Missed the Mark at the Board of Assessment Appeals?

The following article was first posted in the Insights section of Harris Beach Murtha’s website. It is reposted here with permission.
For real property owners in Connecticut who appealed their property assessments to their municipal Board of Assessment Appeals, the conclusion of that process does not necessarily mark the end of the road.
Many municipalities conducted general revaluations on the Oct. 1, 2025, Grand List, and, while some assessment disputes are resolved at the administrative level, a significant number are not.
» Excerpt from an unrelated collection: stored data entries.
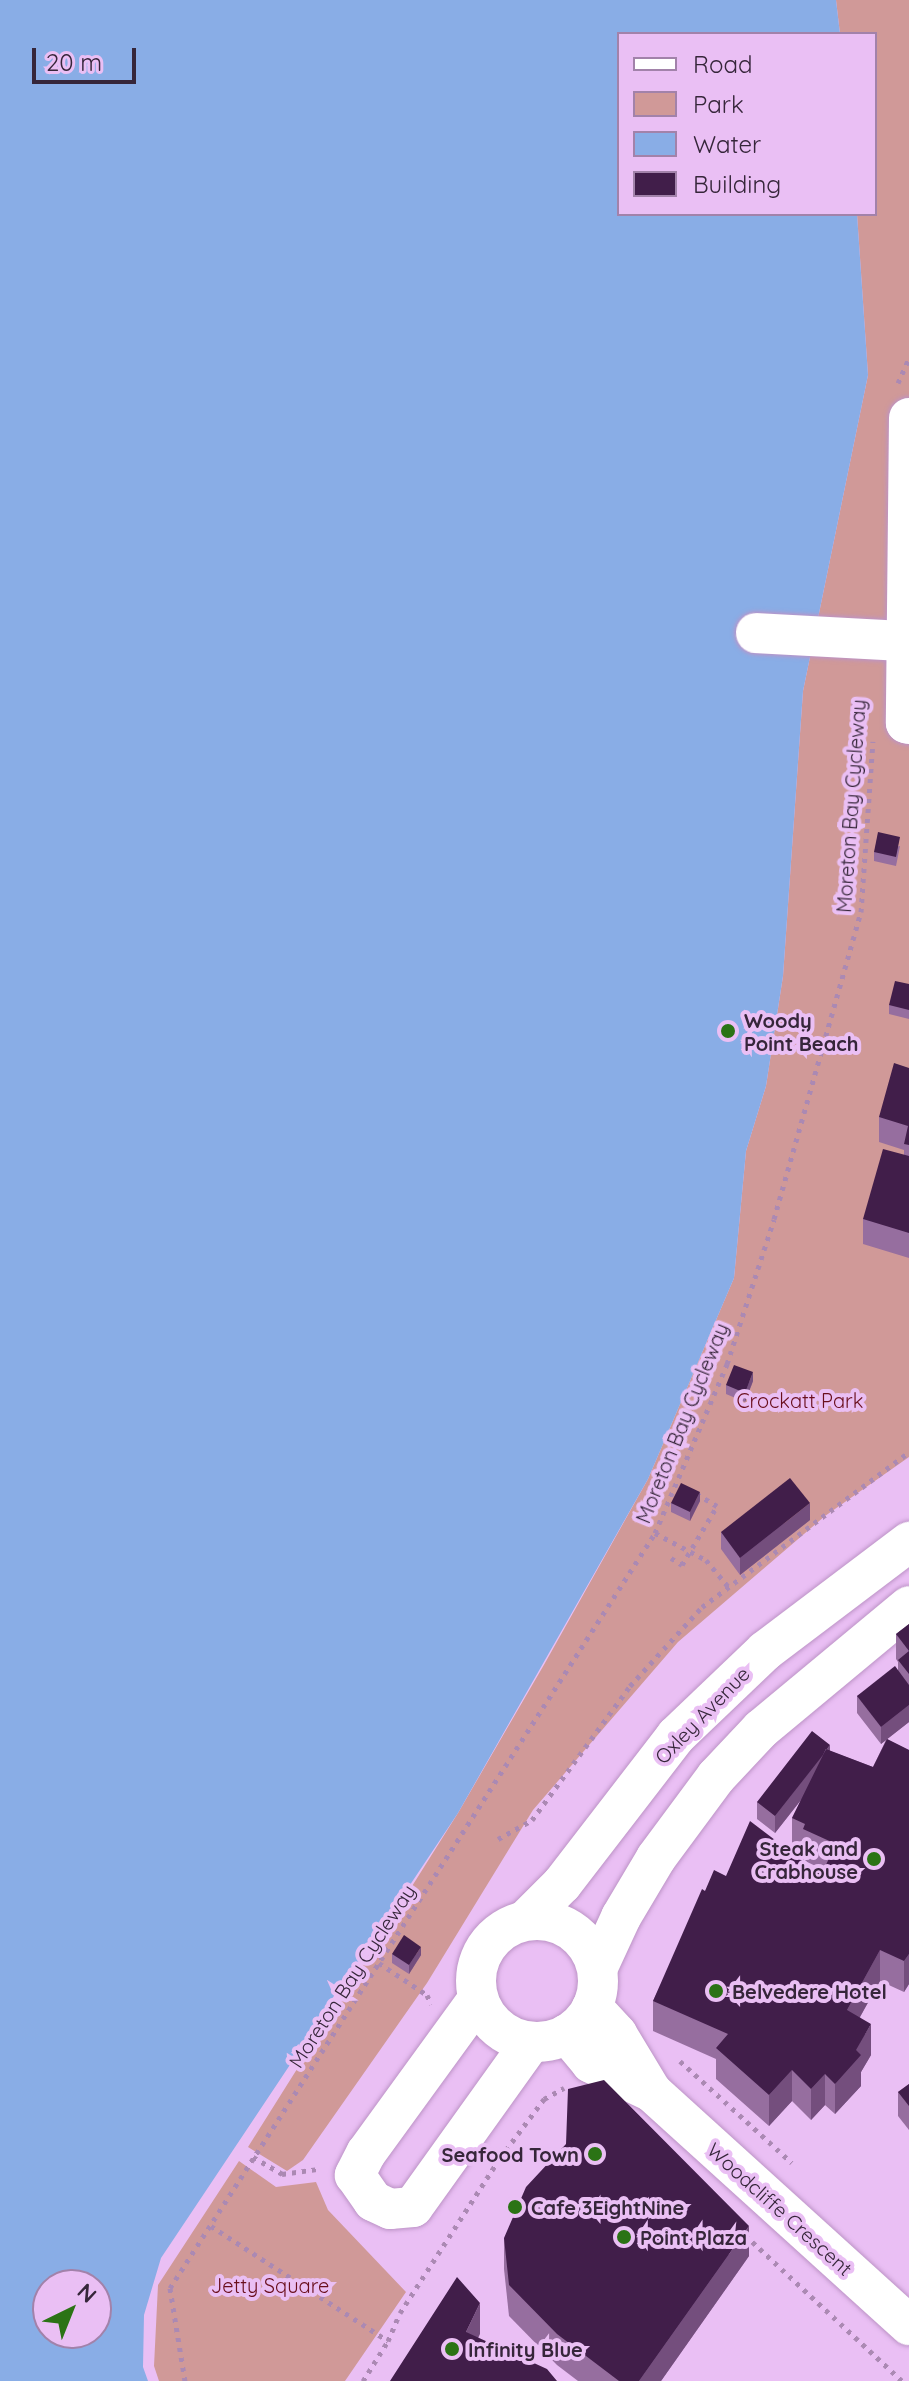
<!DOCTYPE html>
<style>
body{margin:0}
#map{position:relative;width:909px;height:2381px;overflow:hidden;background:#eabff4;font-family:Quicksand,sans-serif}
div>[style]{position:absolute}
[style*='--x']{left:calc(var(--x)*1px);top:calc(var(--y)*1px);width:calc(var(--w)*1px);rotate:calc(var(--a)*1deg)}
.green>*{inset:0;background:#d09998}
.water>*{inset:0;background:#89ade6}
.path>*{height:5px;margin-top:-2.5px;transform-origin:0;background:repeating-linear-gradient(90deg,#ab89b3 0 4px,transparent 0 10px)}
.roads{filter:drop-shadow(0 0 2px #bc93c6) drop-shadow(0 0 2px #bc93c6)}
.minor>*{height:40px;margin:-20px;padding:0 20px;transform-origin:20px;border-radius:20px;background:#fff}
.minor>.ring{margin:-20px;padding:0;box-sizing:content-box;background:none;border:40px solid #fff;border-radius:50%}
.wall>*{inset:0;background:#966e9f}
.shaded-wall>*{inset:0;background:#744e7d}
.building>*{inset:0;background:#411e4a}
.dots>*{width:22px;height:22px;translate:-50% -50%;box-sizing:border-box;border:4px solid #eabff4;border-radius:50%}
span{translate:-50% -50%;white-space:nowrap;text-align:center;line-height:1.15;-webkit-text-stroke:8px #eabff4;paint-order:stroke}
.street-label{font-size:20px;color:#36263a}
.poi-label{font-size:20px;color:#36263a;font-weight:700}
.left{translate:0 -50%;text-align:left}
.right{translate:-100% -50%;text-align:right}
.park-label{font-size:20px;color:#690e1c}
.legend{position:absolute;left:617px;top:32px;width:260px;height:184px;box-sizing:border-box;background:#eabff4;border:2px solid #a282aa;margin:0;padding:10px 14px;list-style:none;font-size:24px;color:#36263a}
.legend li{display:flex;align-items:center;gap:16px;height:40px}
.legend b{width:40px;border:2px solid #a282aa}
.north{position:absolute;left:32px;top:2269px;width:80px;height:80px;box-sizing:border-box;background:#eabff4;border:2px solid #a282aa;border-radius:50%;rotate:43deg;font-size:22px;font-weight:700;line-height:32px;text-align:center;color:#36263a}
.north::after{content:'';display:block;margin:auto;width:28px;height:36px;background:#2b7315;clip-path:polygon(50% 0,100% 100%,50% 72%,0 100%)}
.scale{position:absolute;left:32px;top:48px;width:104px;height:36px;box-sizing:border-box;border:4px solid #36263a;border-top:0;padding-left:10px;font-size:24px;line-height:28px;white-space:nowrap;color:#36263a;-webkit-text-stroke:6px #eabff4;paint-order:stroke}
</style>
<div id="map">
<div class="green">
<i style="clip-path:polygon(836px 0,909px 0,909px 1457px,825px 1516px,678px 1642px,533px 1810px,427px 1983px,303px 2160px,287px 2171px,248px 2147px,458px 1813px,545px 1663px,648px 1479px,734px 1278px,746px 1151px,766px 1086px,783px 976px,803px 691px,868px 375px,857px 214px,875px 214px,875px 34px,840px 34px)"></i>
<i style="clip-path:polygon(239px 2161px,276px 2187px,316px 2182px,328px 2210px,406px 2292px,345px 2381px,159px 2381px,154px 2366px,158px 2285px)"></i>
</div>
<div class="water">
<i style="clip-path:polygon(evenodd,0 0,836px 0,840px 34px,619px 34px,619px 214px,857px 214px,868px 375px,803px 691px,783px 976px,766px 1086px,746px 1151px,734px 1278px,648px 1479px,458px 1813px,161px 2258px,144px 2315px,143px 2367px,148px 2381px,0 2381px,0 0,48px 2285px,96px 2285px,96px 2333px,48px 2333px,48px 2285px)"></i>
</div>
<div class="path">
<i style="--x:898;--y:383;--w:27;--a:-66"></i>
<i style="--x:655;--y:1533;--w:58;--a:27.9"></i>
<i style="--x:706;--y:1560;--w:35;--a:50"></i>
<i style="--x:671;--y:1558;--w:13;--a:32"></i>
<i style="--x:682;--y:1565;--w:69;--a:-59.3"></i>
<i style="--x:717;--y:1506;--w:26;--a:-149"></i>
<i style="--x:498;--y:1839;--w:39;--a:-29"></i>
<i style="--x:532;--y:1820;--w:166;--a:-53.8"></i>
<i style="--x:630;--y:1686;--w:107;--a:-47.7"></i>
<i style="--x:702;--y:1607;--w:259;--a:-36.8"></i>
<i style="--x:379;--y:1963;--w:58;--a:33.7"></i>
<i style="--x:427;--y:1995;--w:10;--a:66"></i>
<i style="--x:680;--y:2061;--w:151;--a:42.3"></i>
<i style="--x:253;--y:2157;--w:34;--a:30"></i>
<i style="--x:282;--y:2174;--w:37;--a:-8"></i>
<i style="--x:211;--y:2226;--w:211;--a:33"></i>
<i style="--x:745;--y:2235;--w:214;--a:42.9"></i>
<i style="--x:185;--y:2381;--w:94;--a:-99.2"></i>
<i style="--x:170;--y:2288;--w:897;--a:-57.28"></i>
<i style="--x:655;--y:1533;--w:184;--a:-66.9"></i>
<i style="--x:727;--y:1364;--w:152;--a:-72"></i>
<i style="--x:774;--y:1219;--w:319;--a:-74.2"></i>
<i style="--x:861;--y:912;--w:171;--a:-86"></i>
<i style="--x:363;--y:2381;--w:47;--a:-58"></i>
<i style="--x:388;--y:2341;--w:30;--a:-67"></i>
<i style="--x:400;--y:2313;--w:184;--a:-57.2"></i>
<i style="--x:500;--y:2158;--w:74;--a:-53.3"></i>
<i style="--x:544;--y:2099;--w:23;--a:-29"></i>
</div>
<div class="roads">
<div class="minor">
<i style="--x:909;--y:418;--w:305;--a:90.6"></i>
<i style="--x:906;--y:723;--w:3;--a:18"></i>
<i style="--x:756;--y:633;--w:150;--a:3.1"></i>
<i style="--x:526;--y:1920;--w:51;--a:-45"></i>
<i style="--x:562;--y:1884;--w:187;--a:-52.4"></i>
<i style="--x:676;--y:1736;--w:123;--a:-43.7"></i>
<i style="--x:765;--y:1651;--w:181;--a:-37.1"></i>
<i class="ring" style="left:476px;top:1920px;width:82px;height:82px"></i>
<i style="--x:598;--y:1967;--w:55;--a:-65.3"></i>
<i style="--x:621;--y:1917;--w:69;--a:-59.3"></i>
<i style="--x:656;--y:1858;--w:101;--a:-53.5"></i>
<i style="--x:716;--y:1777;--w:66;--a:-46.8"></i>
<i style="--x:761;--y:1729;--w:192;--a:-39.7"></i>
<i style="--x:478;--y:1999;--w:190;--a:126"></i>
<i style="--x:366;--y:2153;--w:25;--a:117"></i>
<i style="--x:355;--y:2175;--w:32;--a:55"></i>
<i style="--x:373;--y:2201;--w:19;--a:25"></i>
<i style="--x:390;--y:2209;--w:23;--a:-5"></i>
<i style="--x:413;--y:2207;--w:203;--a:-54.4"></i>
<i style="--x:592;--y:2007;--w:37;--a:47"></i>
<i style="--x:617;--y:2034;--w:68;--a:58.9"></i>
<i style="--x:567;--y:2034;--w:38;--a:50"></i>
<i style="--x:591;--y:2063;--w:68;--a:25.4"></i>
<i style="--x:652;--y:2092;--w:347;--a:42.2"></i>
</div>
</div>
<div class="wall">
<i style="clip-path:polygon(852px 702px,863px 703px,862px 727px,851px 726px)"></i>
<i style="clip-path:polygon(900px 846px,896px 866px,874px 861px,874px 852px)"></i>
<i style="clip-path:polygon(909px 984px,909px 1019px,889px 1014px,889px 1005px)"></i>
<i style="clip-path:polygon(909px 1068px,909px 1258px,863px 1244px,863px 1219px,904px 1155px,904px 1150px,879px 1142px,879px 1117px)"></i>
<i style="clip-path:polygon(753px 1381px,745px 1402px,726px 1394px,726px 1385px)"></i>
<i style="clip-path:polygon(700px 1501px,690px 1521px,671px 1512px,671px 1503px)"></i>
<i style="clip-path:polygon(810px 1520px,740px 1575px,721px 1549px,721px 1532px)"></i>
<i style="clip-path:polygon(909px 1624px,909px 1722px,887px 1739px,909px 1750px,909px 1984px,904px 1992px,880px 1981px,860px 2017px,871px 2055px,861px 2072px,861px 2086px,835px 2114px,825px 2105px,811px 2120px,792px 2101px,769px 2126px,716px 2079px,716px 2059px,653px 2031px,653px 2001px,705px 1891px,726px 1876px,821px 1875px,824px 1870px,803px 1860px,803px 1854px,792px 1849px,792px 1818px,801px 1800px,775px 1833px,757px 1819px,757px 1802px,830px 1751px,873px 1767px,886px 1740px,881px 1744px,857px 1713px,857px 1696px,898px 1670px,898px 1662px,896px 1659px,896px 1634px)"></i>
<i style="clip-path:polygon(392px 1954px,421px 1955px,409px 1974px,392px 1963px)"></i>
<i style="clip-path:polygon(909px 2084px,909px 2130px,898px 2116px,898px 2092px)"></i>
<i style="clip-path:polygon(504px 2238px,749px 2256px,661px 2381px,578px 2381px,557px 2365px,509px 2316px,504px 2269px)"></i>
</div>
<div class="shaded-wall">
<i style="clip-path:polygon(753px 1372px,753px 1381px,745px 1402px,745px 1393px)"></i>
<i style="clip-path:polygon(700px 1492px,700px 1501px,690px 1521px,690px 1512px)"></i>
<i style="clip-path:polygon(810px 1503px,810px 1520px,740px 1575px,740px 1558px)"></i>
<i style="clip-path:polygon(909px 1705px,909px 1722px,881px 1744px,881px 1727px)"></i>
<i style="clip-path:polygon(830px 1745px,830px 1763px,775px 1833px,775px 1816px)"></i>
<i style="clip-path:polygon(421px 1947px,421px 1955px,409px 1974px,409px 1965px)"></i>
<i style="clip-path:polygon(880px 1950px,880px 1981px,847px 2040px,847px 2010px)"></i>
<i style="clip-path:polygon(909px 1954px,909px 1984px,904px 1992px,904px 1961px)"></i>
<i style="clip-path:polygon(871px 2024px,871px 2055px,861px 2072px,861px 2086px,835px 2114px,835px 2084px)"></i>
<i style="clip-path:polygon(792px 2070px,792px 2101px,769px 2126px,769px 2095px)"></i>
<i style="clip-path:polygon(825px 2074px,825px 2105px,811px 2120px,811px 2089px)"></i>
<i style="clip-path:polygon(749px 2226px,749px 2256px,661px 2381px,639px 2381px)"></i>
<i style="clip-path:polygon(480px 2303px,480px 2334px,466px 2363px,466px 2332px)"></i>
</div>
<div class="building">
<i style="clip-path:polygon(852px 702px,863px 703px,862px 718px,851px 718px)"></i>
<i style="clip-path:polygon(878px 832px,900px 837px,896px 857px,874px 852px)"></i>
<i style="clip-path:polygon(895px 981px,909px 984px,909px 1010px,889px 1005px)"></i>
<i style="clip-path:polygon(894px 1063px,909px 1068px,909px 1145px,904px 1144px,908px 1126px,879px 1117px)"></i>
<i style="clip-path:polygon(883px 1149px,909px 1156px,909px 1233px,863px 1219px)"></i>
<i style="clip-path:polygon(734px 1365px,753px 1372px,745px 1393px,726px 1385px)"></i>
<i style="clip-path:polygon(790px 1478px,810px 1503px,740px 1558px,721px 1532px)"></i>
<i style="clip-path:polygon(681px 1483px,700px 1492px,690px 1512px,671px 1503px)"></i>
<i style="clip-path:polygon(909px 1624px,909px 1651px,896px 1634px)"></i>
<i style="clip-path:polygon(909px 1651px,909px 1674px,898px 1660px)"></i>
<i style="clip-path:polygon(895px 1666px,909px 1685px,909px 1705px,881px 1727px,857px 1696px)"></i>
<i style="clip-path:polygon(812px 1731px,830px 1745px,827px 1749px,826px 1749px,823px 1755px,775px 1816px,757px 1802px)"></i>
<i style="clip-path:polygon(887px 1739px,909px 1750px,909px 1954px,904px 1961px,880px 1950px,847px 2010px,871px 2024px,856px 2050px,861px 2055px,835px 2084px,825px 2074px,811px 2089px,792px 2070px,769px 2095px,716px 2048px,728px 2034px,653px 2001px,702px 1889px,705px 1891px,714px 1870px,726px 1876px,750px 1821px,821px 1875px,836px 1844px,803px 1829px,805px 1824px,792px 1818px,826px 1749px,873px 1767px)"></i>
<i style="clip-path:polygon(404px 1935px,421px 1947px,409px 1965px,392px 1954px)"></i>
<i style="clip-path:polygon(604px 2080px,749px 2226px,639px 2381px,619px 2381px,557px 2334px,509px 2285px,504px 2238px,526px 2187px,566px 2144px,568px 2089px)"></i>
<i style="clip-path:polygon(909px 2084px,909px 2106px,898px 2092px)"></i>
<i style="clip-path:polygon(457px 2277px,480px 2303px,466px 2332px,547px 2369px,557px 2381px,390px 2381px)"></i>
</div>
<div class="dots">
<i style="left:728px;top:1031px;background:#2b7315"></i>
<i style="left:874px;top:1859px;background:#2b7315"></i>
<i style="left:716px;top:1991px;background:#2b7315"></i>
<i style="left:595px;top:2154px;background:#2b7315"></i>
<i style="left:515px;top:2207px;background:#2b7315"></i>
<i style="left:624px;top:2237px;background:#2b7315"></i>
<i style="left:452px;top:2349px;background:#2b7315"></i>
</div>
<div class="street-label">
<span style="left:851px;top:806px;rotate:-86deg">Moreton Bay Cycleway</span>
<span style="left:682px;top:1423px;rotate:-68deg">Moreton Bay Cycleway</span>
<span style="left:702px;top:1715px;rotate:-46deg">Oxley Avenue</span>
<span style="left:352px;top:1976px;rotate:-57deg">Moreton Bay Cycleway</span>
<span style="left:780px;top:2209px;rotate:42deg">Woodcliffe Crescent</span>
</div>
<div class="poi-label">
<span class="left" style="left:744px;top:1032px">Woody<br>Point Beach</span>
<span class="right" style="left:858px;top:1860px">Steak and<br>Crabhouse</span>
<span class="left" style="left:732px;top:1991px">Belvedere Hotel</span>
<span class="right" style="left:579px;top:2154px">Seafood Town</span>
<span class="left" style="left:531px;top:2207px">Cafe 3EightNine</span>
<span class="left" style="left:640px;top:2237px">Point Plaza</span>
<span class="left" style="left:468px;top:2349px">Infinity Blue</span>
</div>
<div class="park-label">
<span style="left:800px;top:1400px">Crockatt Park</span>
<span style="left:270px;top:2285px">Jetty Square</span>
</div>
<ul class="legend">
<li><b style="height:10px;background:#fff"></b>Road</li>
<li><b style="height:22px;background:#d09998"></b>Park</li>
<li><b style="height:22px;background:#89ade6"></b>Water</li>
<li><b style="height:22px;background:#411e4a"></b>Building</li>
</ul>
<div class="north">N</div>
<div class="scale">20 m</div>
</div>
As mentioned in a previous legal alert, in those cases, state law provides property owners with a critical and often underutilized next step: an appeal to the Connecticut Superior Court.
Under Connecticut law, a property owner who is aggrieved by a BAA decision must file an appeal to the Superior Court within two months of the issuance, or mailing, of the board’s decision.
This deadline is jurisdictional. Failure to file on a timely basis permanently eliminates the right to judicial review, regardless of the merits of the valuation dispute.
Importantly, the Superior Court appeal is not a review of the board’s reasoning or based upon the record before the BAA.
Relief Opportunities
It is a de novo proceeding, allowing the court to independently determine the property’s true and actual value as of the relevant assessment date.
Superior Court tax appeals often present meaningful opportunities for relief that may not be achievable at the administrative level, particularly for income‑producing commercial properties affected by post‑revaluation valuation methodologies.
As with any contested court proceeding, it is recommended the owner engage counsel.
Tax assessment risk is often highest immediately following a revaluation.
The property owner and their attorney must work as a team to prepare a compelling presentation to the Superior Court, utilizing fact and expert witnesses that provide documentary evidence to establish the municipality’s value is excessive, and the taxpayer’s proposed value is correct.
Commercial real estate brokers, property managers, accountants and attorneys advising property owners should be mindful that tax assessment risk is often highest immediately following a revaluation, especially given the fact that an appeal in the first year of municipal five-year revaluation cycles maximizes potential tax savings.
In a previous legal alert, we recommended Seven Steps Property Owners Should Take in the Event of a Revaluation.
About the authors: Joseph Szerejko is senior counsel with Harris Beach Murtha. Nicholas Vitti, Jr. is a firm member.